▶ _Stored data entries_
-=-=-
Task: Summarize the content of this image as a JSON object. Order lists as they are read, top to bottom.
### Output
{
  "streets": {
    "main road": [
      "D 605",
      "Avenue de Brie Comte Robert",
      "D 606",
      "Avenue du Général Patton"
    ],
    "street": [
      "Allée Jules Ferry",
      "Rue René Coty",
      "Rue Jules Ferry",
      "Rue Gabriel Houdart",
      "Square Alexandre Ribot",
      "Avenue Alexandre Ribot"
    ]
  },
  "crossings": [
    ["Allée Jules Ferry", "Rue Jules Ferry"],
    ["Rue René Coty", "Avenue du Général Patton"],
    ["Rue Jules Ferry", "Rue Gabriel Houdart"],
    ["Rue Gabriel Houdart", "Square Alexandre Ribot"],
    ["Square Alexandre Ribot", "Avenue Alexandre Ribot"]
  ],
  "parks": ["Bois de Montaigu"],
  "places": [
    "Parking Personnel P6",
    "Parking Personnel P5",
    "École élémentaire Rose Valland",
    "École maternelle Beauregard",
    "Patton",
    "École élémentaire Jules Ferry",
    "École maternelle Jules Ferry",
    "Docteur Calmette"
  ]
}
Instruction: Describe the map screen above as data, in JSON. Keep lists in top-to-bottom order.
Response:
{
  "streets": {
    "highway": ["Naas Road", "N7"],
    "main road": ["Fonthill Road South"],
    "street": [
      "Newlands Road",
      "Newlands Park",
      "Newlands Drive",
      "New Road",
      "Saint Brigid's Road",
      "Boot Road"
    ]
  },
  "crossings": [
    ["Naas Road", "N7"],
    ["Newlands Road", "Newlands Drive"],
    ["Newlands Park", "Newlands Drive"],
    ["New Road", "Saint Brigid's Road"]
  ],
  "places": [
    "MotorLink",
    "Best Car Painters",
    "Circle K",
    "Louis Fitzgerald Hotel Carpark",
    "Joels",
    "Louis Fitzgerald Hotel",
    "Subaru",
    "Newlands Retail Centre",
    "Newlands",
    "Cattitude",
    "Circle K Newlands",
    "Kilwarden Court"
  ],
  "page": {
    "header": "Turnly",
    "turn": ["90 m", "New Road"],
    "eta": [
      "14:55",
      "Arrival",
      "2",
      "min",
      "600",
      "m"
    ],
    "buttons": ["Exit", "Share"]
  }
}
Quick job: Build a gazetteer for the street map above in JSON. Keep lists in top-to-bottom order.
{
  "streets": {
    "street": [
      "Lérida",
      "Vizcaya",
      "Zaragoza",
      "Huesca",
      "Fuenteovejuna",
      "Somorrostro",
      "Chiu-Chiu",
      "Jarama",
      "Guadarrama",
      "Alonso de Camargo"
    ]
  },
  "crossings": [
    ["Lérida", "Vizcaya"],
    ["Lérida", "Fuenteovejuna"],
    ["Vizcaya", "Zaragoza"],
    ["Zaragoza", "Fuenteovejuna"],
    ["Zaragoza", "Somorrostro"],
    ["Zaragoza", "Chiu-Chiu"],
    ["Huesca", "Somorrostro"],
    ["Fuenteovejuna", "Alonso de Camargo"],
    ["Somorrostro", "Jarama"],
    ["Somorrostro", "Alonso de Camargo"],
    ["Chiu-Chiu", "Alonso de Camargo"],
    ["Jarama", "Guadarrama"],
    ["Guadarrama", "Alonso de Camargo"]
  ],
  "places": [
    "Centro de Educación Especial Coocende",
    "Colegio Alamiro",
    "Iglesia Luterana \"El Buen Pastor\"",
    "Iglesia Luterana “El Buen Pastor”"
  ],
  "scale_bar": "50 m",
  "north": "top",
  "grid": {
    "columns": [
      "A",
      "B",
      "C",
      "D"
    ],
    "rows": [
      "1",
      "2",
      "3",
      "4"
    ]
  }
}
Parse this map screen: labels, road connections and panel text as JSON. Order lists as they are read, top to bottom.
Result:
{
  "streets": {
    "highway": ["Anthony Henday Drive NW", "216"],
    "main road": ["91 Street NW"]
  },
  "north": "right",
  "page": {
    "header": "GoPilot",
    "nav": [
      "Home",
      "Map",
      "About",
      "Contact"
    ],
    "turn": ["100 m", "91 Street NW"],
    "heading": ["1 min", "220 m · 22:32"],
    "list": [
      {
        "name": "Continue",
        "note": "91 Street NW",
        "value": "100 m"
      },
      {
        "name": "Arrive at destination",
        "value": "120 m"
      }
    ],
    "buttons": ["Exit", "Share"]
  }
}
-=-=-
▶ _Exercise goal_
Copy each line above exactly as it stands.

▶ _Exercise answer_
Task: Summarize the content of this image as a JSON object. Order lists as they are read, top to bottom.
### Output
{
  "streets": {
    "main road": [
      "D 605",
      "Avenue de Brie Comte Robert",
      "D 606",
      "Avenue du Général Patton"
    ],
    "street": [
      "Allée Jules Ferry",
      "Rue René Coty",
      "Rue Jules Ferry",
      "Rue Gabriel Houdart",
      "Square Alexandre Ribot",
      "Avenue Alexandre Ribot"
    ]
  },
  "crossings": [
    ["Allée Jules Ferry", "Rue Jules Ferry"],
    ["Rue René Coty", "Avenue du Général Patton"],
    ["Rue Jules Ferry", "Rue Gabriel Houdart"],
    ["Rue Gabriel Houdart", "Square Alexandre Ribot"],
    ["Square Alexandre Ribot", "Avenue Alexandre Ribot"]
  ],
  "parks": ["Bois de Montaigu"],
  "places": [
    "Parking Personnel P6",
    "Parking Personnel P5",
    "École élémentaire Rose Valland",
    "École maternelle Beauregard",
    "Patton",
    "École élémentaire Jules Ferry",
    "École maternelle Jules Ferry",
    "Docteur Calmette"
  ]
}
Instruction: Describe the map screen above as data, in JSON. Keep lists in top-to-bottom order.
Response:
{
  "streets": {
    "highway": ["Naas Road", "N7"],
    "main road": ["Fonthill Road South"],
    "street": [
      "Newlands Road",
      "Newlands Park",
      "Newlands Drive",
      "New Road",
      "Saint Brigid's Road",
      "Boot Road"
    ]
  },
  "crossings": [
    ["Naas Road", "N7"],
    ["Newlands Road", "Newlands Drive"],
    ["Newlands Park", "Newlands Drive"],
    ["New Road", "Saint Brigid's Road"]
  ],
  "places": [
    "MotorLink",
    "Best Car Painters",
    "Circle K",
    "Louis Fitzgerald Hotel Carpark",
    "Joels",
    "Louis Fitzgerald Hotel",
    "Subaru",
    "Newlands Retail Centre",
    "Newlands",
    "Cattitude",
    "Circle K Newlands",
    "Kilwarden Court"
  ],
  "page": {
    "header": "Turnly",
    "turn": ["90 m", "New Road"],
    "eta": [
      "14:55",
      "Arrival",
      "2",
      "min",
      "600",
      "m"
    ],
    "buttons": ["Exit", "Share"]
  }
}
Quick job: Build a gazetteer for the street map above in JSON. Keep lists in top-to-bottom order.
{
  "streets": {
    "street": [
      "Lérida",
      "Vizcaya",
      "Zaragoza",
      "Huesca",
      "Fuenteovejuna",
      "Somorrostro",
      "Chiu-Chiu",
      "Jarama",
      "Guadarrama",
      "Alonso de Camargo"
    ]
  },
  "crossings": [
    ["Lérida", "Vizcaya"],
    ["Lérida", "Fuenteovejuna"],
    ["Vizcaya", "Zaragoza"],
    ["Zaragoza", "Fuenteovejuna"],
    ["Zaragoza", "Somorrostro"],
    ["Zaragoza", "Chiu-Chiu"],
    ["Huesca", "Somorrostro"],
    ["Fuenteovejuna", "Alonso de Camargo"],
    ["Somorrostro", "Jarama"],
    ["Somorrostro", "Alonso de Camargo"],
    ["Chiu-Chiu", "Alonso de Camargo"],
    ["Jarama", "Guadarrama"],
    ["Guadarrama", "Alonso de Camargo"]
  ],
  "places": [
    "Centro de Educación Especial Coocende",
    "Colegio Alamiro",
    "Iglesia Luterana \"El Buen Pastor\"",
    "Iglesia Luterana “El Buen Pastor”"
  ],
  "scale_bar": "50 m",
  "north": "top",
  "grid": {
    "columns": [
      "A",
      "B",
      "C",
      "D"
    ],
    "rows": [
      "1",
      "2",
      "3",
      "4"
    ]
  }
}
Parse this map screen: labels, road connections and panel text as JSON. Order lists as they are read, top to bottom.
Result:
{
  "streets": {
    "highway": ["Anthony Henday Drive NW", "216"],
    "main road": ["91 Street NW"]
  },
  "north": "right",
  "page": {
    "header": "GoPilot",
    "nav": [
      "Home",
      "Map",
      "About",
      "Contact"
    ],
    "turn": ["100 m", "91 Street NW"],
    "heading": ["1 min", "220 m · 22:32"],
    "list": [
      {
        "name": "Continue",
        "note": "91 Street NW",
        "value": "100 m"
      },
      {
        "name": "Arrive at destination",
        "value": "120 m"
      }
    ],
    "buttons": ["Exit", "Share"]
  }
}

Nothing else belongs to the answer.